§ **Task to complete**
Your copy should match the entries exactly, except that it holds no pictures.

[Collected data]

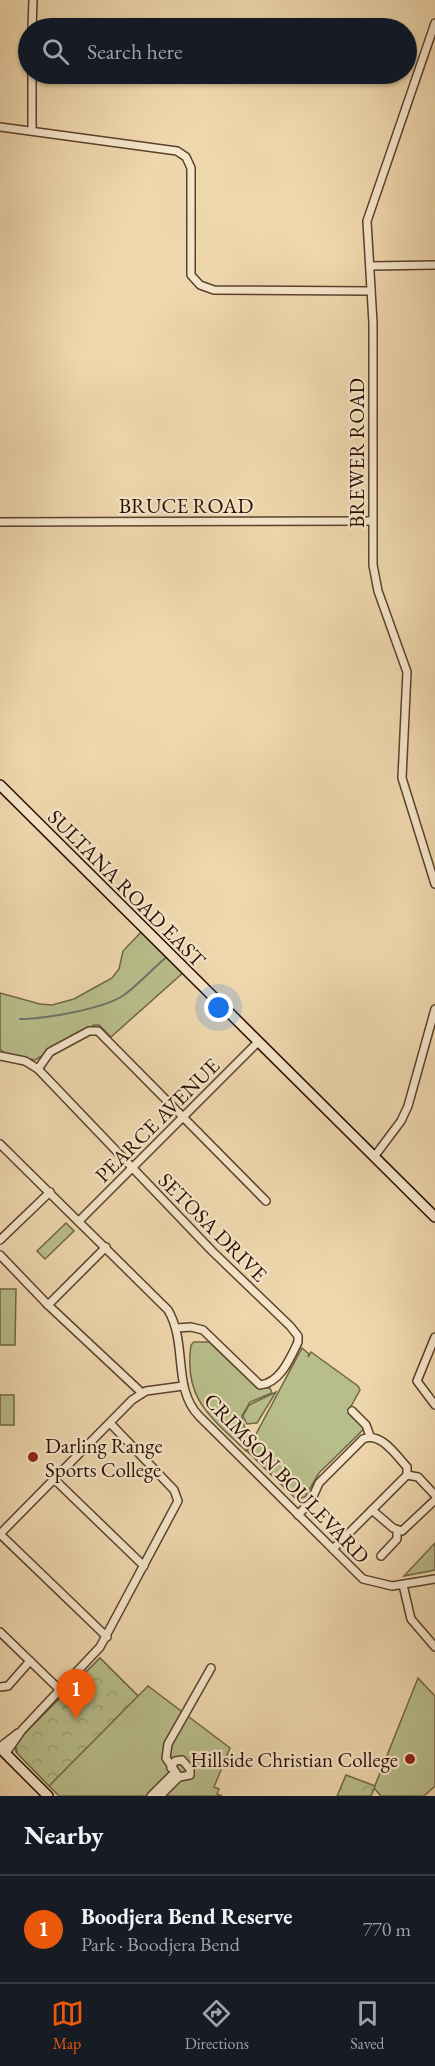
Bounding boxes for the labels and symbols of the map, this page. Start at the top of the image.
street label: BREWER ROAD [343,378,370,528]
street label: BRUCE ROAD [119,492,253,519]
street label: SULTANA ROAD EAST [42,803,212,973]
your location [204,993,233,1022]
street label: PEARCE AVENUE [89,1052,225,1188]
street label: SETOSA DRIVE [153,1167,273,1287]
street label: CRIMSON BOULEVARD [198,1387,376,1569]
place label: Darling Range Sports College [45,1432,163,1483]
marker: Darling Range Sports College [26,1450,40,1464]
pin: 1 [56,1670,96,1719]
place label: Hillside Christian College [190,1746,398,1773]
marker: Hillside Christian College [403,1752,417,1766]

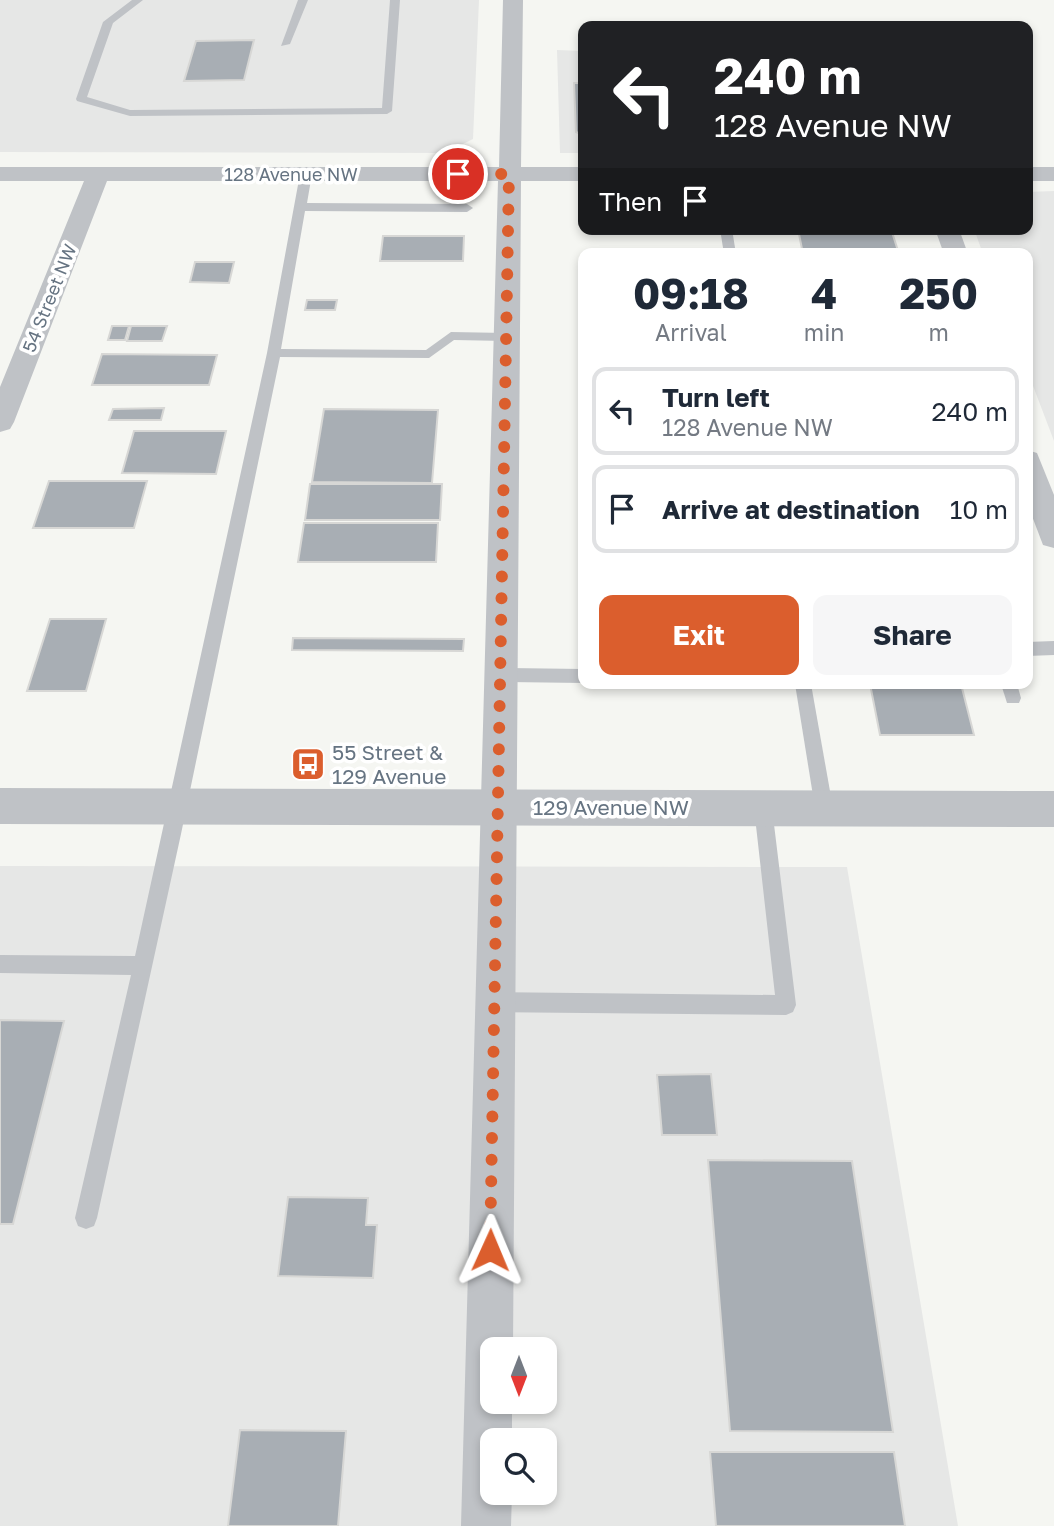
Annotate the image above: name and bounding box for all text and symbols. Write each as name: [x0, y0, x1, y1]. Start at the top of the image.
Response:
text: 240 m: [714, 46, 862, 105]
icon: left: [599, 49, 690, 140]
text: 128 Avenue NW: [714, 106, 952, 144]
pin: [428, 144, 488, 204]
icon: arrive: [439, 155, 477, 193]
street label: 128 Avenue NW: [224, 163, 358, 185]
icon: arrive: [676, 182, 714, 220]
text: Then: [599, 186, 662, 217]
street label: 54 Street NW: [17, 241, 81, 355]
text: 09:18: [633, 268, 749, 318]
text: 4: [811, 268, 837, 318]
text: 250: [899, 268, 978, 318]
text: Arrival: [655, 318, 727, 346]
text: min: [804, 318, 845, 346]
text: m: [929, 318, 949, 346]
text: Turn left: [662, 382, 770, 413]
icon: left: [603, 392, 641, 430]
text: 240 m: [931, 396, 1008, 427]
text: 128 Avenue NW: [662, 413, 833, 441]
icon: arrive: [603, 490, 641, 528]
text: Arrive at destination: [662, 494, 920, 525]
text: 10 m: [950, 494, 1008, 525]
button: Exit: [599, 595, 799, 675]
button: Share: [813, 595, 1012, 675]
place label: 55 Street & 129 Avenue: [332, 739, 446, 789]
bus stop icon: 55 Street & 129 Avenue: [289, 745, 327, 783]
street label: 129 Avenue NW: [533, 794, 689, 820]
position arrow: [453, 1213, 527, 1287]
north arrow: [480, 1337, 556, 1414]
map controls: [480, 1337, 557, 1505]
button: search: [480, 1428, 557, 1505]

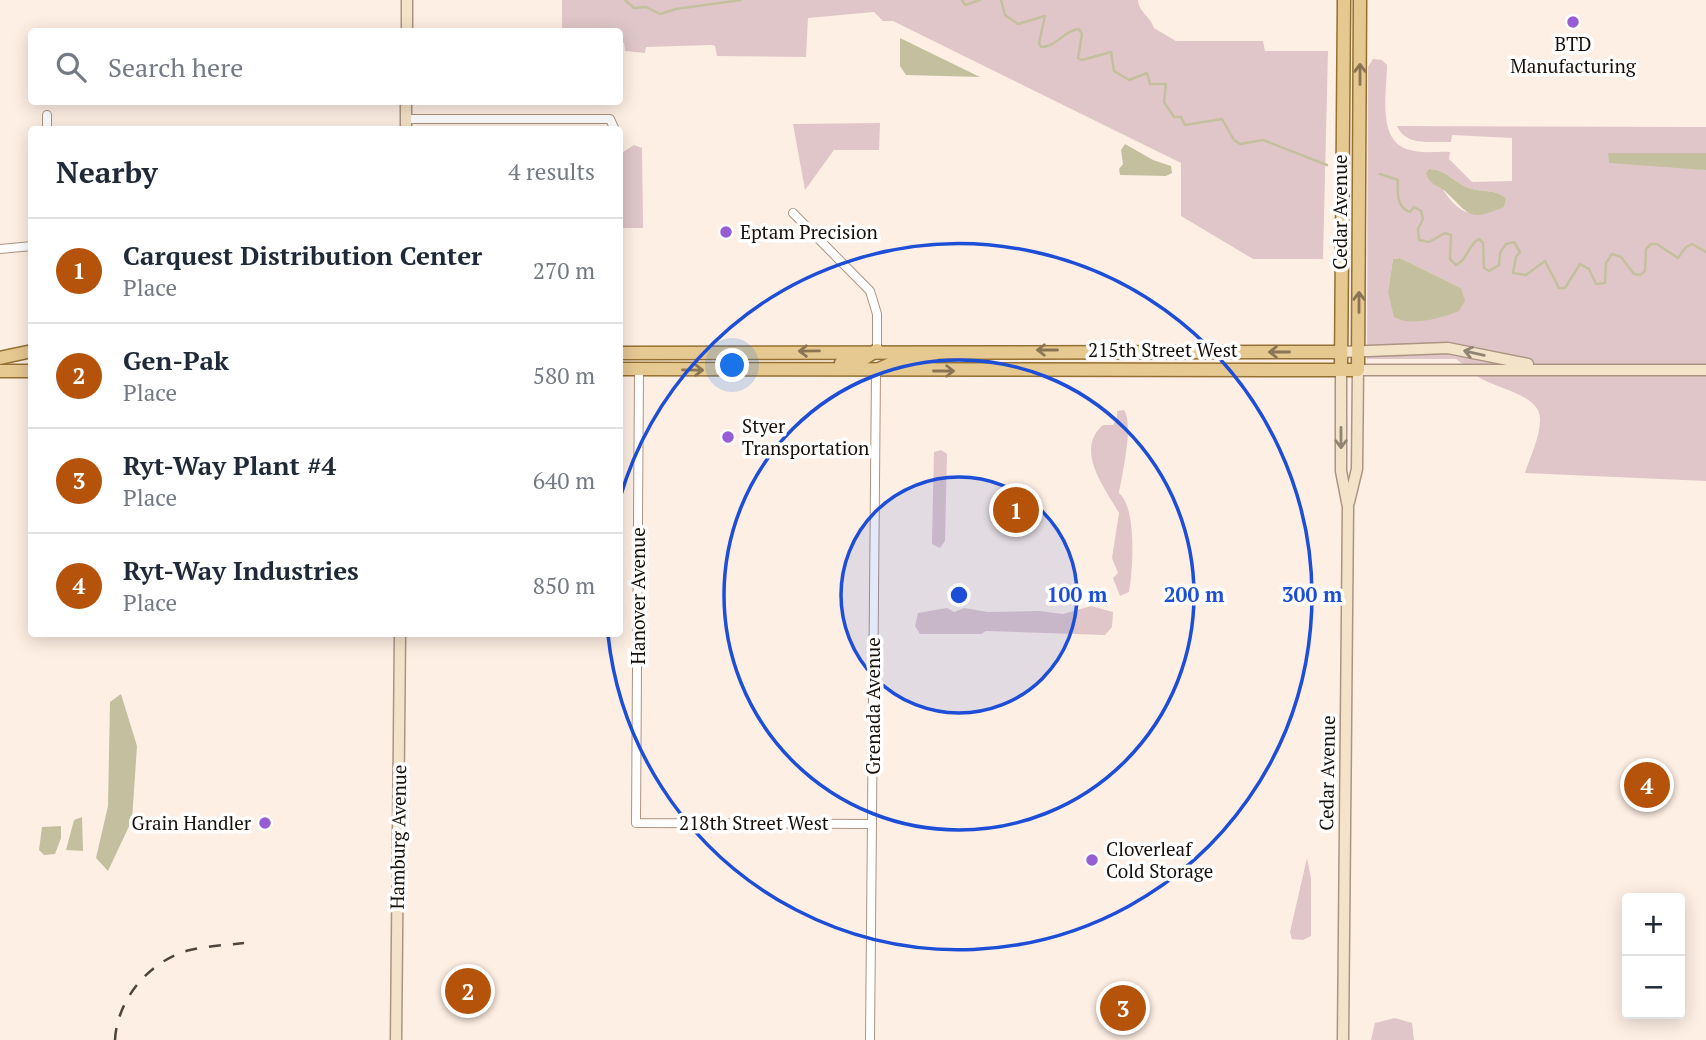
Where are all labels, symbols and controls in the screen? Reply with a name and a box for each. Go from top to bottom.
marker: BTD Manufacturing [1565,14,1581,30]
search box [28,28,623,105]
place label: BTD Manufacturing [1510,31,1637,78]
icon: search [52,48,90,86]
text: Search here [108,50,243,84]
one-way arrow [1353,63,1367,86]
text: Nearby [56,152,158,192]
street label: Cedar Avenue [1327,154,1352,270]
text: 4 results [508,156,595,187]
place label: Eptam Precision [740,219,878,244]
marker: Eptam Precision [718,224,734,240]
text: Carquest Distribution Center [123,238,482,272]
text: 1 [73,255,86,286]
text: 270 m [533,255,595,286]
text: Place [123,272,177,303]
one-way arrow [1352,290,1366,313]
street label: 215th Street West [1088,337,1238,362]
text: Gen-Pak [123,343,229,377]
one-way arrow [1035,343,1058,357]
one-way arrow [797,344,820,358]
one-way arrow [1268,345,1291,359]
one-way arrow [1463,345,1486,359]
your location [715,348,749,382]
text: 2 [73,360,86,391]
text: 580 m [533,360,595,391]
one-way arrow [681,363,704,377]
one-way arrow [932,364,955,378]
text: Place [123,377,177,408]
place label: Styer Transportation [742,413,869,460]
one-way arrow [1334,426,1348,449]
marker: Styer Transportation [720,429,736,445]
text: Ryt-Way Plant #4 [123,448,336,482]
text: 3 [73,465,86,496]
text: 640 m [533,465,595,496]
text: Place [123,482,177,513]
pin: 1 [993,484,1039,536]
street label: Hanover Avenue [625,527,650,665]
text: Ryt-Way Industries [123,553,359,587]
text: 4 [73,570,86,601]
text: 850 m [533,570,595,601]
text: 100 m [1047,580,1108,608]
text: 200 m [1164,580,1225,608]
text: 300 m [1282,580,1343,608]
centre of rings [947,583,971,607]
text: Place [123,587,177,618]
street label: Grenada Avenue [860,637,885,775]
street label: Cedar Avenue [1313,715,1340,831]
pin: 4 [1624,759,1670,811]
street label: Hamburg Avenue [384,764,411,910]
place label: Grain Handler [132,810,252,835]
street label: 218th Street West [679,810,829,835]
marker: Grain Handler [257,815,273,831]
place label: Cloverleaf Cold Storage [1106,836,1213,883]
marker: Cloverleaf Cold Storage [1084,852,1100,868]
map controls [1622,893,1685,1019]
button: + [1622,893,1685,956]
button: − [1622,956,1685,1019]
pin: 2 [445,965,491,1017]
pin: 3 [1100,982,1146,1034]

§ **Response to the task**
Bounding boxes for the labels and symbols of the map, this page. Start at the top of the image.
street label: BREWER ROAD [343,378,370,528]
street label: BRUCE ROAD [119,492,253,519]
street label: SULTANA ROAD EAST [42,803,212,973]
your location [204,993,233,1022]
street label: PEARCE AVENUE [89,1052,225,1188]
street label: SETOSA DRIVE [153,1167,273,1287]
street label: CRIMSON BOULEVARD [198,1387,376,1569]
place label: Darling Range Sports College [45,1432,163,1483]
marker: Darling Range Sports College [26,1450,40,1464]
pin: 1 [56,1670,96,1719]
place label: Hillside Christian College [190,1746,398,1773]
marker: Hillside Christian College [403,1752,417,1766]

Annotate the image above: name and bounding box for all text and symbols. Write each as name: [x0, y0, x1, y1]. Start at the top of the image.
Response:
text: 240 m: [714, 46, 862, 105]
icon: left: [599, 49, 690, 140]
text: 128 Avenue NW: [714, 106, 952, 144]
pin: [428, 144, 488, 204]
icon: arrive: [439, 155, 477, 193]
street label: 128 Avenue NW: [224, 163, 358, 185]
icon: arrive: [676, 182, 714, 220]
text: Then: [599, 186, 662, 217]
street label: 54 Street NW: [17, 241, 81, 355]
text: 09:18: [633, 268, 749, 318]
text: 4: [811, 268, 837, 318]
text: 250: [899, 268, 978, 318]
text: Arrival: [655, 318, 727, 346]
text: min: [804, 318, 845, 346]
text: m: [929, 318, 949, 346]
text: Turn left: [662, 382, 770, 413]
icon: left: [603, 392, 641, 430]
text: 240 m: [931, 396, 1008, 427]
text: 128 Avenue NW: [662, 413, 833, 441]
icon: arrive: [603, 490, 641, 528]
text: Arrive at destination: [662, 494, 920, 525]
text: 10 m: [950, 494, 1008, 525]
button: Exit: [599, 595, 799, 675]
button: Share: [813, 595, 1012, 675]
place label: 55 Street & 129 Avenue: [332, 739, 446, 789]
bus stop icon: 55 Street & 129 Avenue: [289, 745, 327, 783]
street label: 129 Avenue NW: [533, 794, 689, 820]
position arrow: [453, 1213, 527, 1287]
north arrow: [480, 1337, 556, 1414]
map controls: [480, 1337, 557, 1505]
button: search: [480, 1428, 557, 1505]

Where are all labels, symbols and controls in the screen? Reply with a name and a box for each. Go from top to bottom.
marker: BTD Manufacturing [1565,14,1581,30]
search box [28,28,623,105]
place label: BTD Manufacturing [1510,31,1637,78]
icon: search [52,48,90,86]
text: Search here [108,50,243,84]
one-way arrow [1353,63,1367,86]
text: Nearby [56,152,158,192]
street label: Cedar Avenue [1327,154,1352,270]
text: 4 results [508,156,595,187]
place label: Eptam Precision [740,219,878,244]
marker: Eptam Precision [718,224,734,240]
text: Carquest Distribution Center [123,238,482,272]
text: 1 [73,255,86,286]
text: 270 m [533,255,595,286]
text: Place [123,272,177,303]
one-way arrow [1352,290,1366,313]
street label: 215th Street West [1088,337,1238,362]
text: Gen-Pak [123,343,229,377]
one-way arrow [1035,343,1058,357]
one-way arrow [797,344,820,358]
one-way arrow [1268,345,1291,359]
one-way arrow [1463,345,1486,359]
your location [715,348,749,382]
text: 2 [73,360,86,391]
text: 580 m [533,360,595,391]
one-way arrow [681,363,704,377]
one-way arrow [932,364,955,378]
text: Place [123,377,177,408]
place label: Styer Transportation [742,413,869,460]
one-way arrow [1334,426,1348,449]
marker: Styer Transportation [720,429,736,445]
text: Ryt-Way Plant #4 [123,448,336,482]
text: 3 [73,465,86,496]
text: 640 m [533,465,595,496]
text: Place [123,482,177,513]
pin: 1 [993,484,1039,536]
street label: Hanover Avenue [625,527,650,665]
text: Ryt-Way Industries [123,553,359,587]
text: 4 [73,570,86,601]
text: 850 m [533,570,595,601]
text: 100 m [1047,580,1108,608]
text: 200 m [1164,580,1225,608]
text: 300 m [1282,580,1343,608]
centre of rings [947,583,971,607]
text: Place [123,587,177,618]
street label: Grenada Avenue [860,637,885,775]
street label: Cedar Avenue [1313,715,1340,831]
pin: 4 [1624,759,1670,811]
street label: Hamburg Avenue [384,764,411,910]
place label: Grain Handler [132,810,252,835]
street label: 218th Street West [679,810,829,835]
marker: Grain Handler [257,815,273,831]
place label: Cloverleaf Cold Storage [1106,836,1213,883]
marker: Cloverleaf Cold Storage [1084,852,1100,868]
map controls [1622,893,1685,1019]
button: + [1622,893,1685,956]
button: − [1622,956,1685,1019]
pin: 2 [445,965,491,1017]
pin: 3 [1100,982,1146,1034]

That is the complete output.